SECURITIES AND EXCHANGE COMMISSION

Washington, D.C. 20549

 

FORM 8-K

 

CURRENT REPORT

Pursuant to Section 13 OR 15(d) of the

Securities Exchange Act of 1934

 

Date of Report (Date of earliest event reported): October 20, 2025

 

ADITXT, INC.

(Exact name of registrant as specified in its charter)

 

Delaware   001-39336   85-3204328
(State or other jurisdiction
of incorporation)
  (Commission File Number)   (I.R.S. Employer
Identification No.)

 

2569 Wyandotte Street, Suite 101, Mountain View, CA 94043

(Address of principal executive offices, including ZIP code)

 

(650) 870-1200

(Registrant’s telephone number, including area code)

 

N/A

(Former name or former address, if changed since last report)

 

Check the appropriate box below if the Form 8-K filing is intended to simultaneously satisfy the filing obligation of the registrant under any of the following provisions:

 

Written communications pursuant to Rule 425 under the Securities Act (17 CFR 230.425 )
   
Soliciting material pursuant to Rule 14a-12 under the Exchange Act (17 CFR 240.14a-12)
   
Pre-commencement communications pursuant to Rule 14d-2(b) under the Exchange Act (17 CFR 240.14d-2(b))
   
Pre-commencement communications pursuant to Rule 13e-4(c) under the Exchange Act (17 CFR 240.13e-4(c))

 

Securities registered pursuant to Section 12(b) of the Act:

 

Title of each class   Trading Symbol(s)   Name of each exchange on which registered
Common Stock, par value $0.001   ADTX   The Nasdaq Stock Market LLC

 

Indicate by check mark whether the registrant is an emerging growth company as defined in as defined in Rule 405 of the Securities Act of 1933 (§230.405 of this chapter) or Rule 12b-2 of the Securities Exchange Act of 1934 (§240.12b-2 of this chapter).

 

Emerging growth company ☒

 

If an emerging growth company, indicate by check mark if the registrant has elected not to use the extended transition period for complying with any new or revised financial accounting standards provided pursuant to Section 13(a) of the Exchange Act. ☐

 

 

 

 


 

Item 1.02 Termination of a Material Definitive Agreement.

 

On October 20, 2025, Aditxt, Inc. (“Aditxt” or the “Company”) received from Evofem Biosciences, Inc. (“Evofem”) a notice of termination of the parties’ Amended and Restated Agreement and Plan of Merger dated July 12, 2024, as amended on August 16, 2024; September 6, 2024; October 2, 2024; November 19, 2024; March 22, 2025; and August 26, 2025 (collectively, the “Merger Agreement”).
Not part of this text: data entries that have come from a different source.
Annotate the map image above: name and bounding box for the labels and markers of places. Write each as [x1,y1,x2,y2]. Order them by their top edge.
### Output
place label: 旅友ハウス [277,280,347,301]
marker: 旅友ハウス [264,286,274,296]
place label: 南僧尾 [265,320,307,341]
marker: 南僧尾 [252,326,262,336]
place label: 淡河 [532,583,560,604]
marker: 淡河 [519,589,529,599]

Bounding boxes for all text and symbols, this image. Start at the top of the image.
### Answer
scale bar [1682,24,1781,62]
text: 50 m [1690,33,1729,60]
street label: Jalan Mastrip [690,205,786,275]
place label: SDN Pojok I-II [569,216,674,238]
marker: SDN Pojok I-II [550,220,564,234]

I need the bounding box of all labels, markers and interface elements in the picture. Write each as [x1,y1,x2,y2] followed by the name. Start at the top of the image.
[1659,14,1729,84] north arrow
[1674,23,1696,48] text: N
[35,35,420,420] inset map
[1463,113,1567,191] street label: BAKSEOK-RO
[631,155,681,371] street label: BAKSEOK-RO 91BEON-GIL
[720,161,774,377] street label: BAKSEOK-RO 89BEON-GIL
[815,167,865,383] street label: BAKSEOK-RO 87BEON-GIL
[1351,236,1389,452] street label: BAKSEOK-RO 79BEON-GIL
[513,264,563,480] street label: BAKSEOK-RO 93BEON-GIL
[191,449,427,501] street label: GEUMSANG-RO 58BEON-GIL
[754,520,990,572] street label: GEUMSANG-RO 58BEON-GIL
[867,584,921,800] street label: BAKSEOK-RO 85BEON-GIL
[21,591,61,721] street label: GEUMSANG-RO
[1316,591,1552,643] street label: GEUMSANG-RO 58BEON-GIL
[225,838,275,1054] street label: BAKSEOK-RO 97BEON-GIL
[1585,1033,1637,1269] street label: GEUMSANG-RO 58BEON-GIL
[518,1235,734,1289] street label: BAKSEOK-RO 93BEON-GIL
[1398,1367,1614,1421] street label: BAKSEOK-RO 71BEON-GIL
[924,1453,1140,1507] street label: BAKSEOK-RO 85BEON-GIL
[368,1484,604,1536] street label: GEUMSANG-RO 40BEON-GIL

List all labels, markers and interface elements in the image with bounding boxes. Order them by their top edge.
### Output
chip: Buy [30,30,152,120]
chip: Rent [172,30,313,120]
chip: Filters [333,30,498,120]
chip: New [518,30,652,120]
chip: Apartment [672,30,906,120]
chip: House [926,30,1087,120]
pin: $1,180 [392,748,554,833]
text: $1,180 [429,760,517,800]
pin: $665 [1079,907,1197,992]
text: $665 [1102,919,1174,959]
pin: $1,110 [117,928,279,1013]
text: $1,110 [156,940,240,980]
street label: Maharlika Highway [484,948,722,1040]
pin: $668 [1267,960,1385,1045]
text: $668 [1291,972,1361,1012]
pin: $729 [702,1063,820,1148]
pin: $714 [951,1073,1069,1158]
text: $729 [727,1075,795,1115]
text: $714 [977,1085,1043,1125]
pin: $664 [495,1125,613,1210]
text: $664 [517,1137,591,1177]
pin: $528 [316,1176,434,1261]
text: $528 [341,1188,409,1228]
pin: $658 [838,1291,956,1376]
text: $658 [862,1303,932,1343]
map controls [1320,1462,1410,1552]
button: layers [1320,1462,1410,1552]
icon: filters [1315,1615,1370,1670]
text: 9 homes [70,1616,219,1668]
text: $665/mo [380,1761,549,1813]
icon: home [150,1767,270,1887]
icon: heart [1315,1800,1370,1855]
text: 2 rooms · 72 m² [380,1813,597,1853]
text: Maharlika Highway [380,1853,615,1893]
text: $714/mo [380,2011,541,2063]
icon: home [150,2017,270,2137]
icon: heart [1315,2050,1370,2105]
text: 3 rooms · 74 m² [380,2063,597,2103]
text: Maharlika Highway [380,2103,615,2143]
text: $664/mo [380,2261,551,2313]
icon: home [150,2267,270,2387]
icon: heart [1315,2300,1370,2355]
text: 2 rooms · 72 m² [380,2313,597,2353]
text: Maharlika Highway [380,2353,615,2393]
In its notice, Evofem cites Section 8.1(b)(ii) (the end date having passed) and Section 8.1(b)(iv) (failure to obtain shareholder approval at the October 20, 2025 special meeting) as the basis for termination, effective immediately. No termination fee or other early-termination penalty is payable by Aditxt in connection with Evofem’s termination pursuant to Sections 8.1(b)(ii) and 8.1(b)(iv).

 

Evofem’s notice also states that, pursuant to the Merger Agreement, certain provisions survive termination, including the parties’ Non-Disclosure Agreement dated October 23, 2023. Aditxt is reviewing the notice and evaluating its rights and remedies under the Merger Agreement and applicable law.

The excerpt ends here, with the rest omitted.